- _Required work_
Only the lines from the one containing "Enumerate all text" through the last line of the data are to be written out, exactly and in full.
Records provided below:
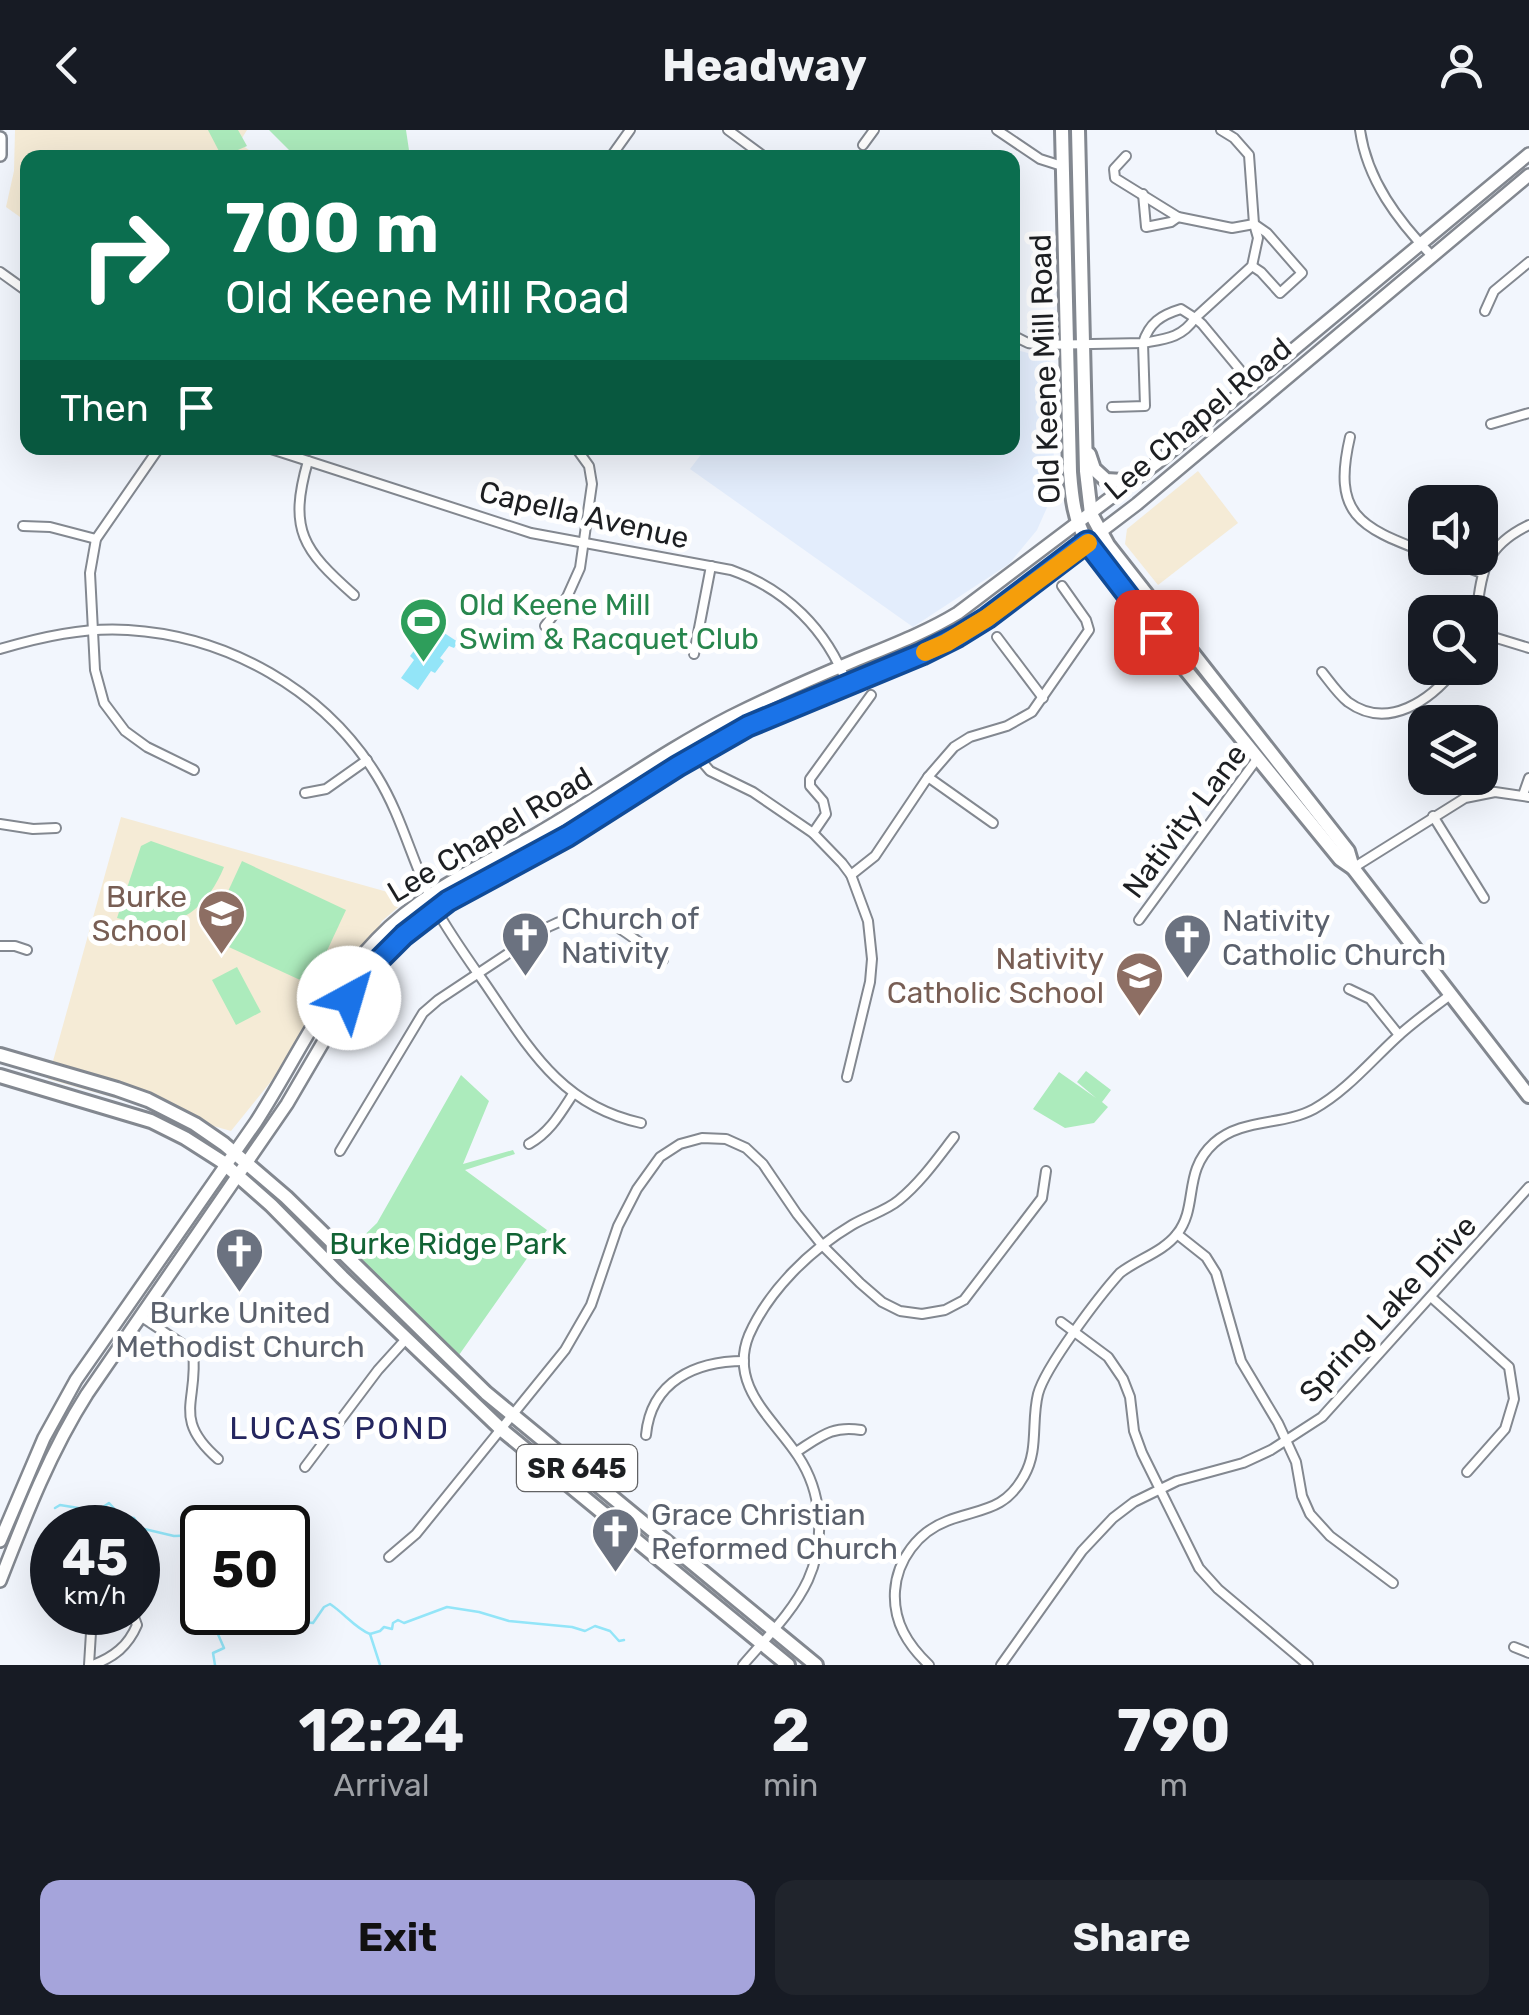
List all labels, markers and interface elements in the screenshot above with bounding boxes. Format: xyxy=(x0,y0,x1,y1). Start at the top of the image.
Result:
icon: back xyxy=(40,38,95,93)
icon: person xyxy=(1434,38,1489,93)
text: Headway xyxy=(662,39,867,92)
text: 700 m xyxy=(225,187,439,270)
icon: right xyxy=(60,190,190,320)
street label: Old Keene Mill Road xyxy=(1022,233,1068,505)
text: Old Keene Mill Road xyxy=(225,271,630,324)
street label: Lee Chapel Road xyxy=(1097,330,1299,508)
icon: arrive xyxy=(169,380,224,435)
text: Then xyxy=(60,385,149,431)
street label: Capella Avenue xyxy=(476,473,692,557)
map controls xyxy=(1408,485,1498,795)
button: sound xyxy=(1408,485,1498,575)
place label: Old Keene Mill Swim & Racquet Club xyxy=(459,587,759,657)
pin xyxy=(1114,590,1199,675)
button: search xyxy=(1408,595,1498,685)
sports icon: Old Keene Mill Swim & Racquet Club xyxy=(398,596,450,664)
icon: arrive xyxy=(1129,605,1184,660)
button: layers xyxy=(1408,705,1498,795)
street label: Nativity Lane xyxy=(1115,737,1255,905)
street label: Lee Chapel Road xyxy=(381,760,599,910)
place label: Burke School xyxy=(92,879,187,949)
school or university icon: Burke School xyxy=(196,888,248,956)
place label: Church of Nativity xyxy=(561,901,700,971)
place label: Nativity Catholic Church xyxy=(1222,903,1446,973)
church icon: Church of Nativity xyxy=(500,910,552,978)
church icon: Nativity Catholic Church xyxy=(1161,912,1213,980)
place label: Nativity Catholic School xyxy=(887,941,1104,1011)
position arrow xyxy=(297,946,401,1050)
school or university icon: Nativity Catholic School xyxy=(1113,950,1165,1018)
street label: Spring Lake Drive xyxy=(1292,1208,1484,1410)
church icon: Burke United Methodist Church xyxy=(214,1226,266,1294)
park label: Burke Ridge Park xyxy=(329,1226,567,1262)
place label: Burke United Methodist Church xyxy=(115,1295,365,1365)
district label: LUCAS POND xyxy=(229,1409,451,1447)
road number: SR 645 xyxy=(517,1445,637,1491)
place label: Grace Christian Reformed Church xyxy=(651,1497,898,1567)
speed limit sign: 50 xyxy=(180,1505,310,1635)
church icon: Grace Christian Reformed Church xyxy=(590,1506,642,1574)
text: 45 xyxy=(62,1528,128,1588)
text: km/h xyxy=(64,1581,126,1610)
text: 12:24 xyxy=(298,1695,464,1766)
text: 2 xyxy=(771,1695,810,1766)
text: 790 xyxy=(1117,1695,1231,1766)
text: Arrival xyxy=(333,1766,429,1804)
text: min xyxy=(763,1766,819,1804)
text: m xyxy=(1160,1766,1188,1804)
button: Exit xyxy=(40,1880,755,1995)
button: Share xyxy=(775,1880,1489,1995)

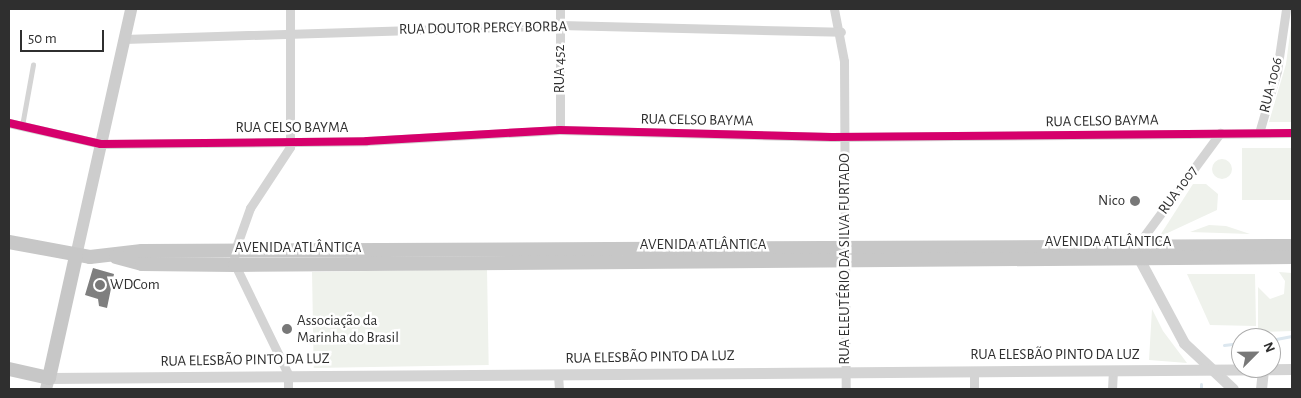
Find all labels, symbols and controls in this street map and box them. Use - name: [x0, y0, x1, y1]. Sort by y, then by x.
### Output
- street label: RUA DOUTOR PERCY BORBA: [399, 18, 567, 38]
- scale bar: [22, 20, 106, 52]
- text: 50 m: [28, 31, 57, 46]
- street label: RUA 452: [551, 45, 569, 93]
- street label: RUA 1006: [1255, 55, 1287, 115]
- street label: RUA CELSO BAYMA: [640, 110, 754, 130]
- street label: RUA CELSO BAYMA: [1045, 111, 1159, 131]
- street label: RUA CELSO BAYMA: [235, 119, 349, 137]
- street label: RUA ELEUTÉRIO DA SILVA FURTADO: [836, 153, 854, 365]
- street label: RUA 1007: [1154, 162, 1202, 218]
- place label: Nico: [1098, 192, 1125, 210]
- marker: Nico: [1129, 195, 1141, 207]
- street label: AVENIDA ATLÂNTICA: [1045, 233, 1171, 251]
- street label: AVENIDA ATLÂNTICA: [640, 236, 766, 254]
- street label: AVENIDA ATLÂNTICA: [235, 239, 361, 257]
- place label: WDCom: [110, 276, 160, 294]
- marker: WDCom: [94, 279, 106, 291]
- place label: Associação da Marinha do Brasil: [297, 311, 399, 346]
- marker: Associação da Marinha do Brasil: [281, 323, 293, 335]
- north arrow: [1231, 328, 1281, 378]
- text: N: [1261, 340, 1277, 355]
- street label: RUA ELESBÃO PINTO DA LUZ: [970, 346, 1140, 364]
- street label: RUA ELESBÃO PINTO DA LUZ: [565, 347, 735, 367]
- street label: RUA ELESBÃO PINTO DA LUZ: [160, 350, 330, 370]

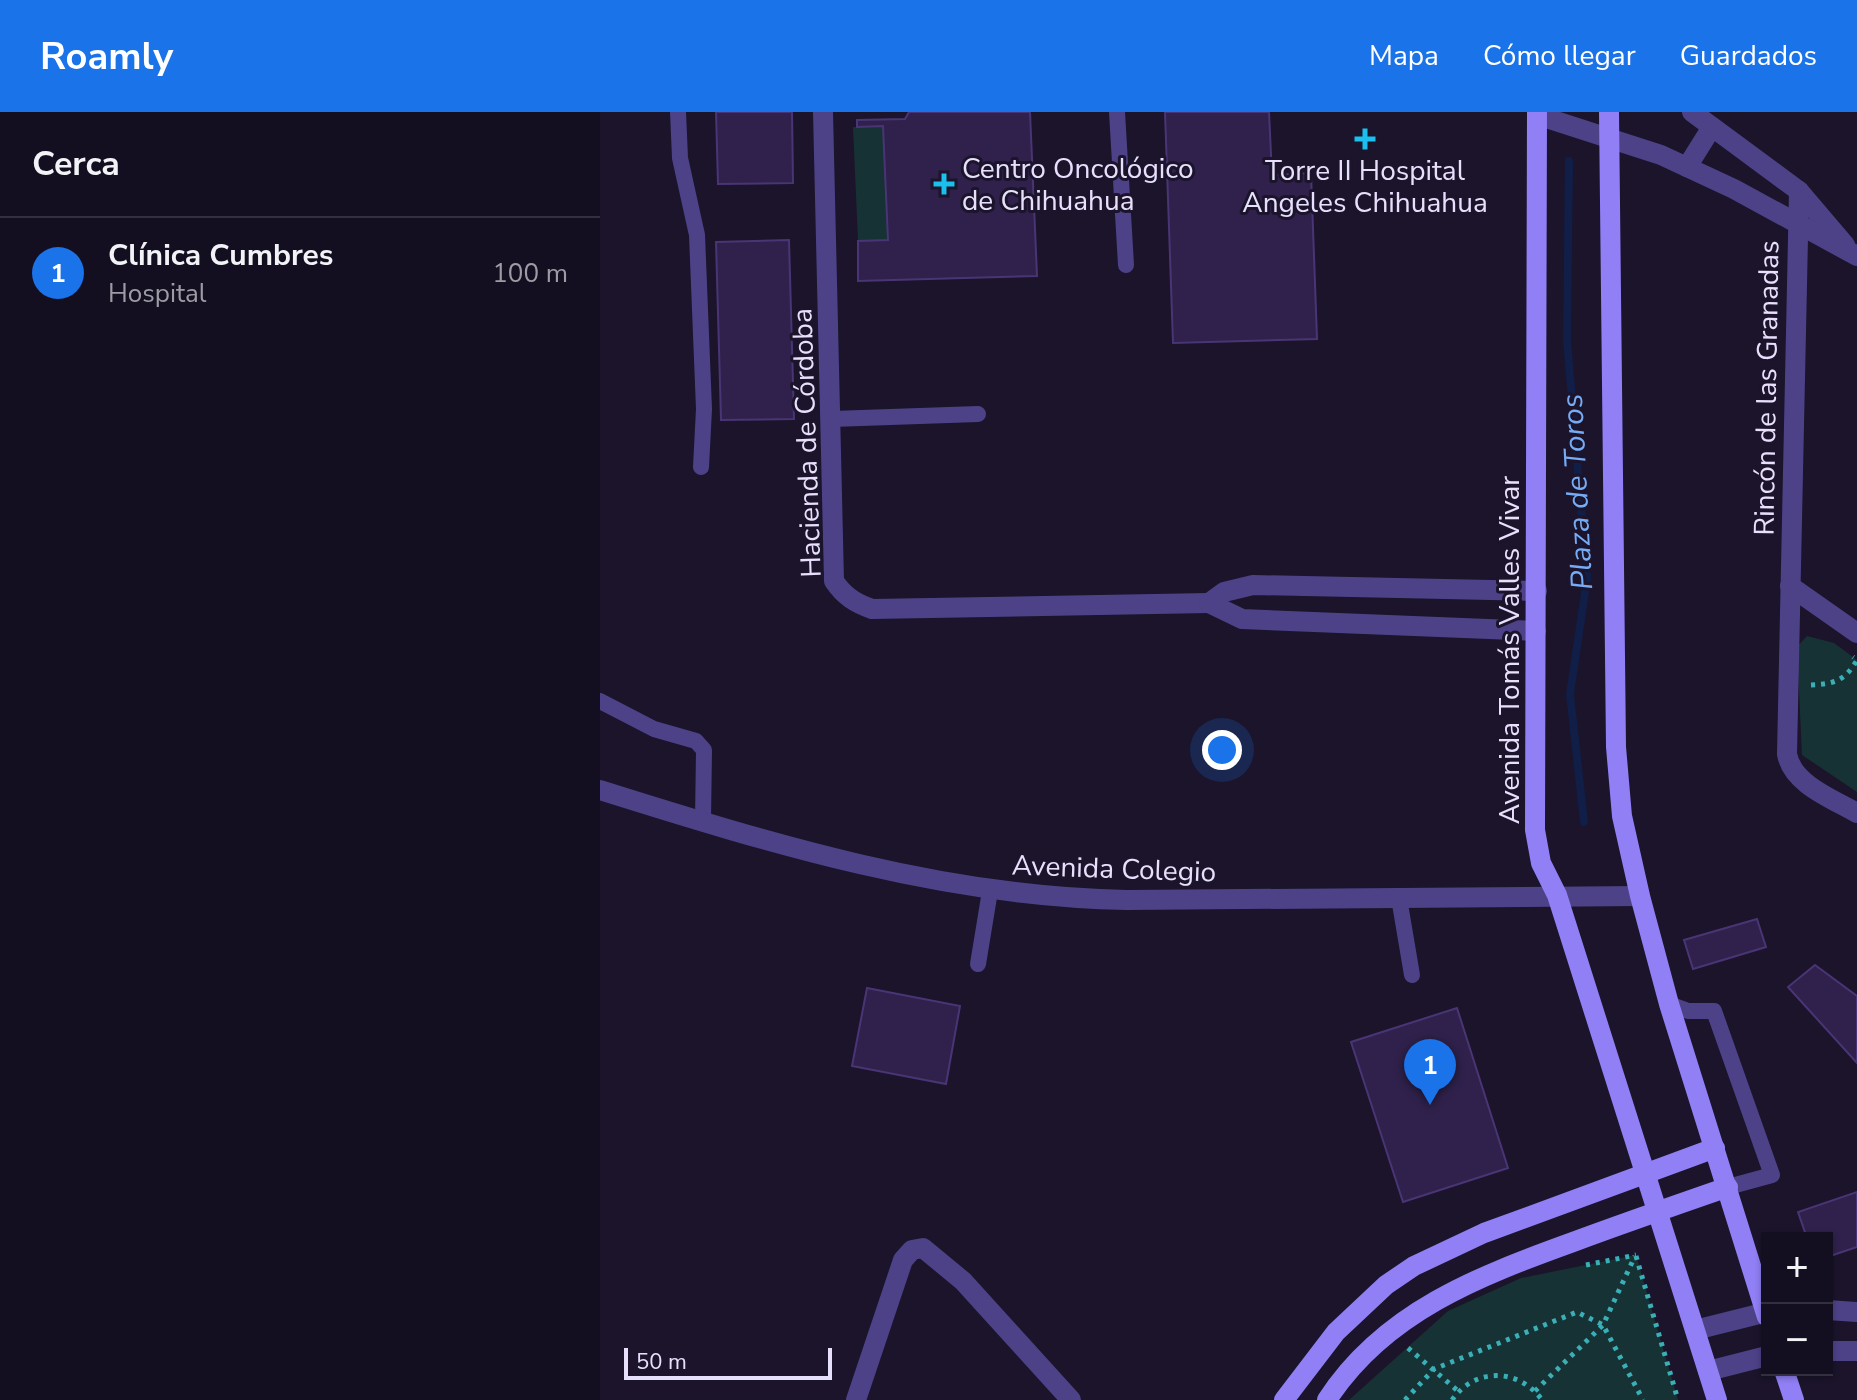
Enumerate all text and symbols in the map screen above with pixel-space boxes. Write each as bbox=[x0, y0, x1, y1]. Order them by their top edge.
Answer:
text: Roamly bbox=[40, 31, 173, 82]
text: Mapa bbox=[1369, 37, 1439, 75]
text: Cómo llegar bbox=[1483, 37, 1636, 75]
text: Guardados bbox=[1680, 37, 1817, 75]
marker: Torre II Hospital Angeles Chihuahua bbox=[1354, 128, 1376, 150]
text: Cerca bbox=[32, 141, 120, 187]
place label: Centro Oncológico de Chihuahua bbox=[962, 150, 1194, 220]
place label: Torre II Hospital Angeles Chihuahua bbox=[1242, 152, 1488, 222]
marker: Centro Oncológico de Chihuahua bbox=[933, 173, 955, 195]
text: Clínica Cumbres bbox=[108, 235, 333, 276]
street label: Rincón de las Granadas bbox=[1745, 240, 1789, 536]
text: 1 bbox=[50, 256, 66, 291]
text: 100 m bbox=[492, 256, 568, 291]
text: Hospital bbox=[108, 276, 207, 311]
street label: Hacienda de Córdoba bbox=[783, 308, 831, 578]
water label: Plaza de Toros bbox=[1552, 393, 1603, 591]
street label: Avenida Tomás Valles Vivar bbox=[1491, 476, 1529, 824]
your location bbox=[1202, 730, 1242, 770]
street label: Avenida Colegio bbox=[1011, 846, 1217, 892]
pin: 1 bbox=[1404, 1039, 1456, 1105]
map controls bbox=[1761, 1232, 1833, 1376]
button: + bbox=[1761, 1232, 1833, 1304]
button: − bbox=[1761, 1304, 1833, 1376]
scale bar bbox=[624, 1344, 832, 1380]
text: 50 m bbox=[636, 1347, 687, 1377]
End of Records provided.
- _Output for this exercise_
Enumerate all text and symbols in the map screen above with pixel-space boxes. Write each as bbox=[x0, y0, x1, y1]. Order them by their top edge.
Answer:
text: Roamly bbox=[40, 31, 173, 82]
text: Mapa bbox=[1369, 37, 1439, 75]
text: Cómo llegar bbox=[1483, 37, 1636, 75]
text: Guardados bbox=[1680, 37, 1817, 75]
marker: Torre II Hospital Angeles Chihuahua bbox=[1354, 128, 1376, 150]
text: Cerca bbox=[32, 141, 120, 187]
place label: Centro Oncológico de Chihuahua bbox=[962, 150, 1194, 220]
place label: Torre II Hospital Angeles Chihuahua bbox=[1242, 152, 1488, 222]
marker: Centro Oncológico de Chihuahua bbox=[933, 173, 955, 195]
text: Clínica Cumbres bbox=[108, 235, 333, 276]
street label: Rincón de las Granadas bbox=[1745, 240, 1789, 536]
text: 1 bbox=[50, 256, 66, 291]
text: 100 m bbox=[492, 256, 568, 291]
text: Hospital bbox=[108, 276, 207, 311]
street label: Hacienda de Córdoba bbox=[783, 308, 831, 578]
water label: Plaza de Toros bbox=[1552, 393, 1603, 591]
street label: Avenida Tomás Valles Vivar bbox=[1491, 476, 1529, 824]
your location bbox=[1202, 730, 1242, 770]
street label: Avenida Colegio bbox=[1011, 846, 1217, 892]
pin: 1 bbox=[1404, 1039, 1456, 1105]
map controls bbox=[1761, 1232, 1833, 1376]
button: + bbox=[1761, 1232, 1833, 1304]
button: − bbox=[1761, 1304, 1833, 1376]
scale bar bbox=[624, 1344, 832, 1380]
text: 50 m bbox=[636, 1347, 687, 1377]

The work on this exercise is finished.